Problem to work on |
Read through the data and count the lines that contain the string "roads"; give only the result.

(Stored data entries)
──────────────────────────────
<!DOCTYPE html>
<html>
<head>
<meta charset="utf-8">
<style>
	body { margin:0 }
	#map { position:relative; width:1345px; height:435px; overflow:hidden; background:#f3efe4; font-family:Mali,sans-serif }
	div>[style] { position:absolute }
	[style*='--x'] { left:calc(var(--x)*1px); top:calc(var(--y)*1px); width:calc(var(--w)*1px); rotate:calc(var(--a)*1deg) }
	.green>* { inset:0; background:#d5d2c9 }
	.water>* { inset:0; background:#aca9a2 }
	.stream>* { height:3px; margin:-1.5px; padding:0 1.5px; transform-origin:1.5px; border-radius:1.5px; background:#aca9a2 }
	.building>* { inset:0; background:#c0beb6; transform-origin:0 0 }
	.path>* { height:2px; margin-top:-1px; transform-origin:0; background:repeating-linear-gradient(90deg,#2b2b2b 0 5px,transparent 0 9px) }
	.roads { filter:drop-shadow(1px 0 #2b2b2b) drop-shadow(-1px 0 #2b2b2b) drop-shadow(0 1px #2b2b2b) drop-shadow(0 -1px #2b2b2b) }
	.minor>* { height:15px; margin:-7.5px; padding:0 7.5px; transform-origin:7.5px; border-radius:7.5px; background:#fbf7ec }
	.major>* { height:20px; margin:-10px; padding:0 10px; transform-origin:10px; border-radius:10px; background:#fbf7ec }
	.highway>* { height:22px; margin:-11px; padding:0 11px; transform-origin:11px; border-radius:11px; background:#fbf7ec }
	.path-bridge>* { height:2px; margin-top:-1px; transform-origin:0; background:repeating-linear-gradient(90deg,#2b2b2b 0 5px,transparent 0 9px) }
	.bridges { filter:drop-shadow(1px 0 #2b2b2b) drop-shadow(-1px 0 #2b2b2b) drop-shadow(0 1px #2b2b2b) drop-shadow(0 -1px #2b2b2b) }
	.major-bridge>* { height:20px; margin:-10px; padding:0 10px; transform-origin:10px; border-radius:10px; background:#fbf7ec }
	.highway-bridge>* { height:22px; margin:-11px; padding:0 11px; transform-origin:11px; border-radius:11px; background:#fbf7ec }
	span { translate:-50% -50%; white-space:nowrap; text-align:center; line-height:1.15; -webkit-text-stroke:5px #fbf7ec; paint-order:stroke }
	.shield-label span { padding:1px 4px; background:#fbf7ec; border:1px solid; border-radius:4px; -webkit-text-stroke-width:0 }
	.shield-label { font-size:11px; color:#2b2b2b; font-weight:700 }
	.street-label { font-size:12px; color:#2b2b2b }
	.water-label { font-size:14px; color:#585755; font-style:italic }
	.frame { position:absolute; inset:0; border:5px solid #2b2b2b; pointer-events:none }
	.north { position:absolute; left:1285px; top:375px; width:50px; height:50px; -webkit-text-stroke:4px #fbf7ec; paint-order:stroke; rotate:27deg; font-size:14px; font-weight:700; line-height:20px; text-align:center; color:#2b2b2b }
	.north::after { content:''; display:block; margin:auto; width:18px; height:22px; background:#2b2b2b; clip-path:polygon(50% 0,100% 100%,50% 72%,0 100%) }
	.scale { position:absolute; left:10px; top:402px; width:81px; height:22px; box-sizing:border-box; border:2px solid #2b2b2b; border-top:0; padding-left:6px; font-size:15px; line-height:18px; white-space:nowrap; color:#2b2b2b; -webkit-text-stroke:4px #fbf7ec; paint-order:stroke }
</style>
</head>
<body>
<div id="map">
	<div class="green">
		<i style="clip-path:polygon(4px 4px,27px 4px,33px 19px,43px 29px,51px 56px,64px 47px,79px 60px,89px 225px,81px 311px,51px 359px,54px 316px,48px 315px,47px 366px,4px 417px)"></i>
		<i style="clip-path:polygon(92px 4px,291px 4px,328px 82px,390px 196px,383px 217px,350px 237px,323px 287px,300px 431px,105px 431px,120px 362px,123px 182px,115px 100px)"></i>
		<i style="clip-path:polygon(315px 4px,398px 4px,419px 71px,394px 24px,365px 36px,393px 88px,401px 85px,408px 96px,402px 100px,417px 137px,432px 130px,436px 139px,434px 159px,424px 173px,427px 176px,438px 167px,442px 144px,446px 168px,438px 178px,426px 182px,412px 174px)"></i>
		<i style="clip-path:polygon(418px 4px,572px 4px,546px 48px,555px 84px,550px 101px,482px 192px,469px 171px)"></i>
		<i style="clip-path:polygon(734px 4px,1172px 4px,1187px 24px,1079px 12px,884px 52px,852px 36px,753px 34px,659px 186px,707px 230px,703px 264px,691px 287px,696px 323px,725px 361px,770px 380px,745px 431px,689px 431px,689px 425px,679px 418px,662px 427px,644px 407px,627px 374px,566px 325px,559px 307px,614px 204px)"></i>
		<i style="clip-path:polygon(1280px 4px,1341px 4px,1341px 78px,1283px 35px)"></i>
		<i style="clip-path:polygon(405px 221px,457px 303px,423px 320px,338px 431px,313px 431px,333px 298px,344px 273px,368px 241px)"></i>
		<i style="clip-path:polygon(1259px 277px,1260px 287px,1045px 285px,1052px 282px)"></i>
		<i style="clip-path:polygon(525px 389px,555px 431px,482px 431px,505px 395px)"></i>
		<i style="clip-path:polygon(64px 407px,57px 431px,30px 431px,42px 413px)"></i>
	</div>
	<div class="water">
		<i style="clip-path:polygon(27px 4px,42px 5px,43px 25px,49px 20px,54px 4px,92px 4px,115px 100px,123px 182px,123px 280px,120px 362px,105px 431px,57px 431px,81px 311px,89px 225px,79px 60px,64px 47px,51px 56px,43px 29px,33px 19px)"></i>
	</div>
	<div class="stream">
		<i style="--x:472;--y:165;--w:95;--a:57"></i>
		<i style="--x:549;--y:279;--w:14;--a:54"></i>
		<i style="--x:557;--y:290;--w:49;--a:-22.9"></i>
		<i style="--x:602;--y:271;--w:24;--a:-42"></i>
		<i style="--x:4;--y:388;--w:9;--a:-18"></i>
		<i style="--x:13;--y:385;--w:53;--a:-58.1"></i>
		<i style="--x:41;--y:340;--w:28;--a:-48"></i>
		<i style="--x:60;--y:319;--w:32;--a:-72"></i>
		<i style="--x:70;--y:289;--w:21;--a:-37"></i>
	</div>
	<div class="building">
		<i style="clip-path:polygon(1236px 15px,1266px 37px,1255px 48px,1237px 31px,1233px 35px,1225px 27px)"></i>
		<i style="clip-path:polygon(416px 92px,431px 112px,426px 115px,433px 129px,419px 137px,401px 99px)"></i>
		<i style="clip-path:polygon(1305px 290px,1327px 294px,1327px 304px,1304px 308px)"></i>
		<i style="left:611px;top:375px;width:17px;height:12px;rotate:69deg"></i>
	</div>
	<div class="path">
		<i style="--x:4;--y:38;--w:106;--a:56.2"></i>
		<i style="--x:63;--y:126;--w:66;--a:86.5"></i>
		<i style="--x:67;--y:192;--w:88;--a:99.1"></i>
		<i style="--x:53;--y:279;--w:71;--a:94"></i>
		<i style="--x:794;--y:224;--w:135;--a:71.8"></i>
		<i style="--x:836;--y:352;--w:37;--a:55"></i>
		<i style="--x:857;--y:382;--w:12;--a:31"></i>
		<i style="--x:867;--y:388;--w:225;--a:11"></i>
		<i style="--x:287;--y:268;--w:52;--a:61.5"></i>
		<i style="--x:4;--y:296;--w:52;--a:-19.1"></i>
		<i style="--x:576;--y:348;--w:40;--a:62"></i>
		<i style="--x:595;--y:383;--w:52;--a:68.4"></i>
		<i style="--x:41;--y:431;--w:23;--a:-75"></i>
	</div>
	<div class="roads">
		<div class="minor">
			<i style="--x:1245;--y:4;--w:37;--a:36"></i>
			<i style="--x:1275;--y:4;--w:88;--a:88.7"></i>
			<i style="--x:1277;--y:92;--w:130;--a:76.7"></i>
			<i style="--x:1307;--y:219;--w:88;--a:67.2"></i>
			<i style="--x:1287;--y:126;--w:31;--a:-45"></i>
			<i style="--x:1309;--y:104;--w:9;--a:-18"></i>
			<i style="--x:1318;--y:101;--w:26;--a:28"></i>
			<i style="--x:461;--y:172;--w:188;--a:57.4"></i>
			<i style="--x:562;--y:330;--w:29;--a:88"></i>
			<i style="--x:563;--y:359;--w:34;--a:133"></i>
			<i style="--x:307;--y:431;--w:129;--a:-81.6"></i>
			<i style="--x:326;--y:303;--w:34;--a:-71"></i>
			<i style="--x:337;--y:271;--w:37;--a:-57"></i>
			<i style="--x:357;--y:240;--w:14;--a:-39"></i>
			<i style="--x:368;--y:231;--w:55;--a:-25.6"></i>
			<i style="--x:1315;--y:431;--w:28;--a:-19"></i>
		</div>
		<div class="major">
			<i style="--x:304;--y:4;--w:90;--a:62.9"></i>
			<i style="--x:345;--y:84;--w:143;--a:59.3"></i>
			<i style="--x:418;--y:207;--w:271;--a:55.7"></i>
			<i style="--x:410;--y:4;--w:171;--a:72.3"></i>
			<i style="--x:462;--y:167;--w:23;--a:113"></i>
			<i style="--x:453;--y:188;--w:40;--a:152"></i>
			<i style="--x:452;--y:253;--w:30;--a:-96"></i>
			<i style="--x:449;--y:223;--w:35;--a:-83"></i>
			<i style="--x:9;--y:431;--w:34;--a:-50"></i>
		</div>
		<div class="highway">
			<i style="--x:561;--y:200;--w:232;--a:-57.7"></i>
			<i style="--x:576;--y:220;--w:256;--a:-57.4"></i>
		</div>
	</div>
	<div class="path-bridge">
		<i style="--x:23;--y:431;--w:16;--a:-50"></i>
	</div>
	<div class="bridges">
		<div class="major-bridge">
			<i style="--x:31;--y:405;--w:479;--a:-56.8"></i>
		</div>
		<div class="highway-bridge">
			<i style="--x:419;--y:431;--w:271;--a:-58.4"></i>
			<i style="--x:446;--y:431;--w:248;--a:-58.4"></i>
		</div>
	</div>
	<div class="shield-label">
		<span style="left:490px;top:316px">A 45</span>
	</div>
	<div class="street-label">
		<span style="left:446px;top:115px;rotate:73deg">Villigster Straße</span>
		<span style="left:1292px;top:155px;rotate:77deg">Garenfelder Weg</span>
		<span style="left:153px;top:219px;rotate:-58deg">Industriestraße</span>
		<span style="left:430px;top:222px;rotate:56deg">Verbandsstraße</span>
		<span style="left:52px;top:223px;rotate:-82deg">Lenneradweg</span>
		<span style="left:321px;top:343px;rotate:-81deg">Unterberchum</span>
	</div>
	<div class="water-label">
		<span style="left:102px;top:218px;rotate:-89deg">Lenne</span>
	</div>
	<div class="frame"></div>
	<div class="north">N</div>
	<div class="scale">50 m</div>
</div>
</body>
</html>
──────────────────────────────
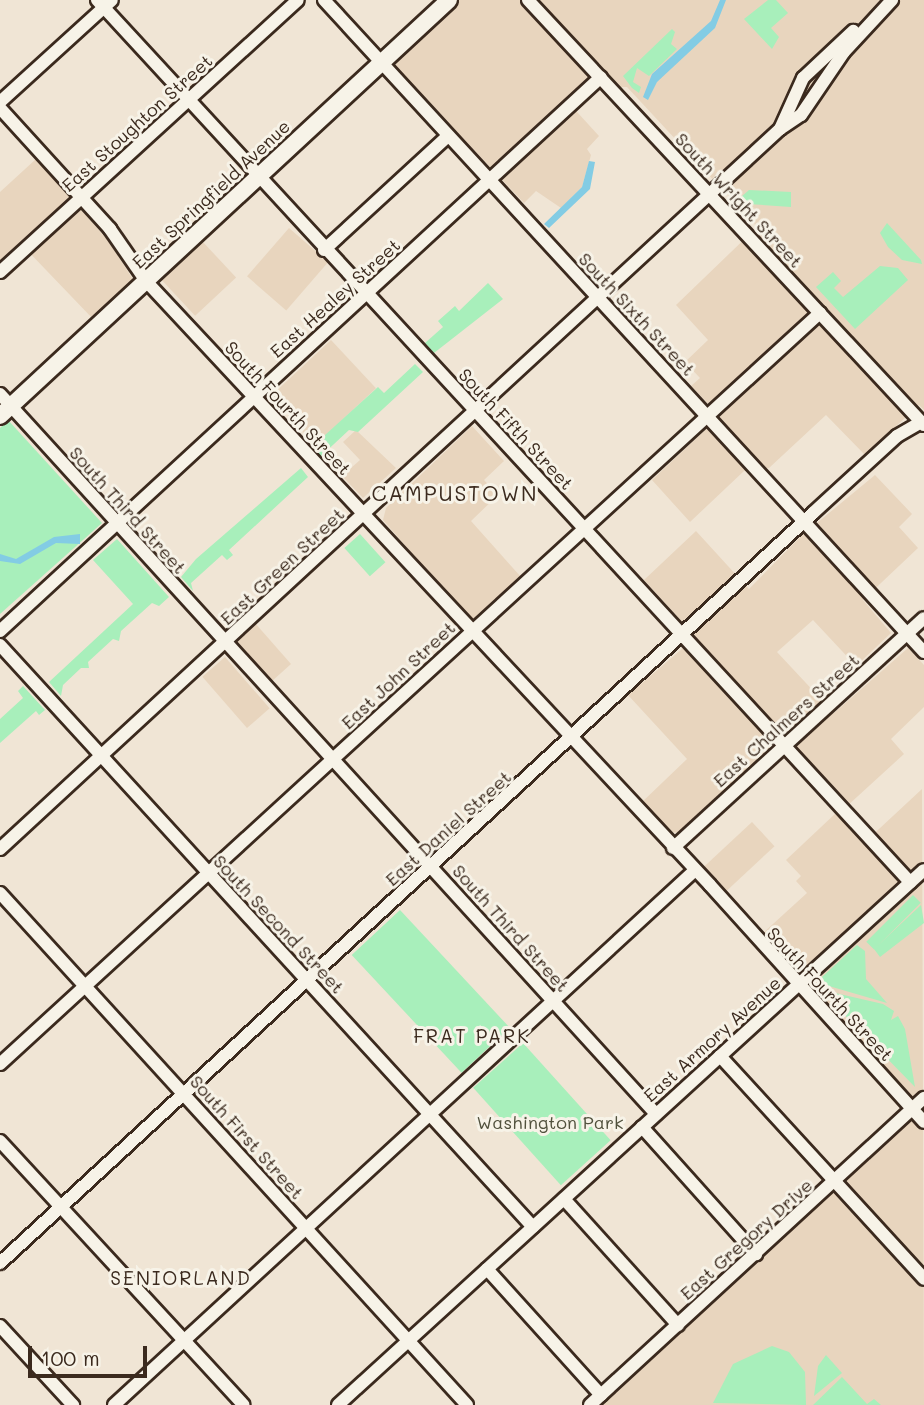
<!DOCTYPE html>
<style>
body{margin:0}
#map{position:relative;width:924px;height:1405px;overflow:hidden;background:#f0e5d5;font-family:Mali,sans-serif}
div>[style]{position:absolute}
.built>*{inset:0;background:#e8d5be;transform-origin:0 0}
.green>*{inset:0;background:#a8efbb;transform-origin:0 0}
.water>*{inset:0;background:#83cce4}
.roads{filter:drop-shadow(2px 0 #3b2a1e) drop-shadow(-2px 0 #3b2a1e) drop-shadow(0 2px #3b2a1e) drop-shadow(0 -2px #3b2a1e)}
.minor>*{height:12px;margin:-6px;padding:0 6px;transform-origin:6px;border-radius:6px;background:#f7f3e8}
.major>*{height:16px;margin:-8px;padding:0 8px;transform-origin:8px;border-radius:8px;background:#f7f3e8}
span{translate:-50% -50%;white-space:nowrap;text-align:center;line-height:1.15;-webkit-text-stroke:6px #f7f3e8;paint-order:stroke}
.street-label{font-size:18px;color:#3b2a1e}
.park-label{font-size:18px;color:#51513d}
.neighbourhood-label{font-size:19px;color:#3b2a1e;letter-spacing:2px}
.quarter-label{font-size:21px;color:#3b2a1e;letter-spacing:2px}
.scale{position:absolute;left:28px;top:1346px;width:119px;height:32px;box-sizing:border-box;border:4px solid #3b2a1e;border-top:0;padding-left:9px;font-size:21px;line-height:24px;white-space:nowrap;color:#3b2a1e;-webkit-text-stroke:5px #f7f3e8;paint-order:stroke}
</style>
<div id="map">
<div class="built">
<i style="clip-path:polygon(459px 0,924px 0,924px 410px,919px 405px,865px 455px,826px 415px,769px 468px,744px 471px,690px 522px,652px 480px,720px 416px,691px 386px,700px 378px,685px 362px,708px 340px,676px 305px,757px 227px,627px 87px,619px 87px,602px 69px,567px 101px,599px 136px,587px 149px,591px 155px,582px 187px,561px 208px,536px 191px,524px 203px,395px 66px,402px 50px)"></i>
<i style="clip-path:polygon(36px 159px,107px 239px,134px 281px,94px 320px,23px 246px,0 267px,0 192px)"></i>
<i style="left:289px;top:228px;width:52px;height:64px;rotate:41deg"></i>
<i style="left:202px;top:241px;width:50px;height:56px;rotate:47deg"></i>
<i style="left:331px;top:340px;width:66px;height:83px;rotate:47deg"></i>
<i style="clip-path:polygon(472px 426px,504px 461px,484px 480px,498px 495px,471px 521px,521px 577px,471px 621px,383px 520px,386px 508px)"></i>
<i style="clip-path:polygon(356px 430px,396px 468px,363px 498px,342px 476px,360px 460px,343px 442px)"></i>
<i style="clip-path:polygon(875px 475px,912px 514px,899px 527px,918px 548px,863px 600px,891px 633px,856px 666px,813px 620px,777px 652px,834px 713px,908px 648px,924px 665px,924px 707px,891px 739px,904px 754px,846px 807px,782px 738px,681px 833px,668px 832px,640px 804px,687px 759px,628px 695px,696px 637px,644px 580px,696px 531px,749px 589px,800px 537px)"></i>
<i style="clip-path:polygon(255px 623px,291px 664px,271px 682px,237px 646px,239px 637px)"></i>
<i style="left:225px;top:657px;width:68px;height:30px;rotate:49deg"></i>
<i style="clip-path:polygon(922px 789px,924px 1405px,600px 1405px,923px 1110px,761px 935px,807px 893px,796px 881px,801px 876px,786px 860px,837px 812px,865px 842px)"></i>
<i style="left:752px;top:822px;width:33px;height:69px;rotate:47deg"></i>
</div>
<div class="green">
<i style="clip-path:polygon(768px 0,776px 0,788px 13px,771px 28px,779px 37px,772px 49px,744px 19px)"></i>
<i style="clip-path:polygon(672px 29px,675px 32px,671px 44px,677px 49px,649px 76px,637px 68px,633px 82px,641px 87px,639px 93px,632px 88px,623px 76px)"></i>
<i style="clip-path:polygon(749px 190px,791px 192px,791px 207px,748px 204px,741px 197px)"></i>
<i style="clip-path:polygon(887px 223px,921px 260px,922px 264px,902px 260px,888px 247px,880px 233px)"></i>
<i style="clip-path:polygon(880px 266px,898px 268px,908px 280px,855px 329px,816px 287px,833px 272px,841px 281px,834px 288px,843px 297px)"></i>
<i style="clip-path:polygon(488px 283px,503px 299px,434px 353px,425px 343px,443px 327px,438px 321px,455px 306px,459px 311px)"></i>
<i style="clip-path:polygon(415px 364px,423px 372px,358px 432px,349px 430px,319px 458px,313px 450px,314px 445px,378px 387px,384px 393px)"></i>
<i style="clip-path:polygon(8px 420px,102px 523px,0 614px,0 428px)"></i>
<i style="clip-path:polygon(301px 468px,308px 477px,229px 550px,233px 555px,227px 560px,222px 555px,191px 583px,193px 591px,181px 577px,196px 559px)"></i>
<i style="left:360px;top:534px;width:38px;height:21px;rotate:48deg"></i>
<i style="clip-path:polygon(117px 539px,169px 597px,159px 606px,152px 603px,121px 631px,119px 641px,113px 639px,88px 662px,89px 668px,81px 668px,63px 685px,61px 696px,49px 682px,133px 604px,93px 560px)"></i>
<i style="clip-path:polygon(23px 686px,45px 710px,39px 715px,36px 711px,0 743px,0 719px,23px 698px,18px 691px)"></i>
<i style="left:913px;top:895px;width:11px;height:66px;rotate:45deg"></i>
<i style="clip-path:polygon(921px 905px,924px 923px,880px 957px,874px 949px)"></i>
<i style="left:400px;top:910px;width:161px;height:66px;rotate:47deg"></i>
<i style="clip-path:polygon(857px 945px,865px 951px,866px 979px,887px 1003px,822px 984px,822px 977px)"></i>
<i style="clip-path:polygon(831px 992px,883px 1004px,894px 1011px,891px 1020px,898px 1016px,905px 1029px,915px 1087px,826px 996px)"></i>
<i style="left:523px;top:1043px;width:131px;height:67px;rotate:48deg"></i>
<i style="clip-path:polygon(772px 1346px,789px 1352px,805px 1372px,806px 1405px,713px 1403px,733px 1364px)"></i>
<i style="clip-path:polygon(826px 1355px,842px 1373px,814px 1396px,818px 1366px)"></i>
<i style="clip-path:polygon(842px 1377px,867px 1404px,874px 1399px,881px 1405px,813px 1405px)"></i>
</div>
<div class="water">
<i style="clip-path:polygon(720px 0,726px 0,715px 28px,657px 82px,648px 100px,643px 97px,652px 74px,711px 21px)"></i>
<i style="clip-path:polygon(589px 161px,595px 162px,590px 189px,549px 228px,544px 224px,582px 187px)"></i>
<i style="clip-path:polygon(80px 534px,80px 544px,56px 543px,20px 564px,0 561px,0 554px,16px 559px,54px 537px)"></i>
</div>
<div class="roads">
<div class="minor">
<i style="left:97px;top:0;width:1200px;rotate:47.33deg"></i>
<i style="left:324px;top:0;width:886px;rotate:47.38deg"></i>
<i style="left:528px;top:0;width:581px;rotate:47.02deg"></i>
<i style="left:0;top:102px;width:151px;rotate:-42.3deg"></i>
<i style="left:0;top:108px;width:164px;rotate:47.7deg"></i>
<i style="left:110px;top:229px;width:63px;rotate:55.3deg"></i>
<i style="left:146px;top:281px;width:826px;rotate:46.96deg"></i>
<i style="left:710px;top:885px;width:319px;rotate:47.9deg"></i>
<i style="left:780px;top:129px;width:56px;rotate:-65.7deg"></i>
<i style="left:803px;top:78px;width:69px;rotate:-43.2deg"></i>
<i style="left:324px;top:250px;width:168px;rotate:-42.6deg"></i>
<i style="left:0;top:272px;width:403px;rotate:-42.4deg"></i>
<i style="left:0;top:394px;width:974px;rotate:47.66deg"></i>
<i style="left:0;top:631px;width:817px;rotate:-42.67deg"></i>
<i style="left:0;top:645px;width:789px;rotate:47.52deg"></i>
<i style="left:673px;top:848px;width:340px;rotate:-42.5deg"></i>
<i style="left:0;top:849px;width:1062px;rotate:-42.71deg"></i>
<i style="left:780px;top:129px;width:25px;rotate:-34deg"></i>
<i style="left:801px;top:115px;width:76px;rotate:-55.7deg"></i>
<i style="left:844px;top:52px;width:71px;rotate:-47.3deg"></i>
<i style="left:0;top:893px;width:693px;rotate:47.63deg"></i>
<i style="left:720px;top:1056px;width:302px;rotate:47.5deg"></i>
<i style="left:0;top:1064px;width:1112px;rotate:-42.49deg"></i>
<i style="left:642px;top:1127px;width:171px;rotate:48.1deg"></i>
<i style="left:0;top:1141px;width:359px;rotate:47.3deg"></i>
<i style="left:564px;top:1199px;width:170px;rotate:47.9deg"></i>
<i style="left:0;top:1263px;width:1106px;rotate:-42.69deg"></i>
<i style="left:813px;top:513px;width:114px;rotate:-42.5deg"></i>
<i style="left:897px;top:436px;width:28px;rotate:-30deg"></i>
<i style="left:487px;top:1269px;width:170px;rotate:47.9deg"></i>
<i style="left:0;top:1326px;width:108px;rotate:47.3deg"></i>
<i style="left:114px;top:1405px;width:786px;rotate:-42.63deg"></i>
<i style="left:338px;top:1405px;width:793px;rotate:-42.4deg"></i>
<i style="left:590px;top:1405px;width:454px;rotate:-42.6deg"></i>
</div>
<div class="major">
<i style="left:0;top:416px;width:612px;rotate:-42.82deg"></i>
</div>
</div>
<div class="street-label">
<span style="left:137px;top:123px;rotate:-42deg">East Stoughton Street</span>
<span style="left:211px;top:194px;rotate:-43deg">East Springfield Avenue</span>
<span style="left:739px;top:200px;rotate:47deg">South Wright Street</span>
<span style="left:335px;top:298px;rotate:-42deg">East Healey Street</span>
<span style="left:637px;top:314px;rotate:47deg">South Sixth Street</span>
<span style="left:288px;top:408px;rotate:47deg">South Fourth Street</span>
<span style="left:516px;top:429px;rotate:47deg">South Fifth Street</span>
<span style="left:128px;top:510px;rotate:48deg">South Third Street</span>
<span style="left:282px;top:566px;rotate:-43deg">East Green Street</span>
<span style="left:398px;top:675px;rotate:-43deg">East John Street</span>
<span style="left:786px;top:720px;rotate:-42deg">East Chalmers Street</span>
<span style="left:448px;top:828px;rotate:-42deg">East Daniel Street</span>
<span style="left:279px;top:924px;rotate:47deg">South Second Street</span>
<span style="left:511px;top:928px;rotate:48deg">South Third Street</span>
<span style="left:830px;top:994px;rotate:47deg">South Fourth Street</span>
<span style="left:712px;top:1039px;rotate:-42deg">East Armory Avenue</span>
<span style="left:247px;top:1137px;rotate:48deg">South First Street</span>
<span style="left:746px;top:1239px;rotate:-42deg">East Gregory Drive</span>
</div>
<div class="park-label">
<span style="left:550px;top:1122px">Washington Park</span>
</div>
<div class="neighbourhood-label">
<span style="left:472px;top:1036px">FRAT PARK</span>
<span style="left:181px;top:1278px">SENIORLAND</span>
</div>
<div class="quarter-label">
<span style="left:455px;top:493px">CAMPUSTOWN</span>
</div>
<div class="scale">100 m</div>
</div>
──────────────────────────────
Solution for this exercise |
4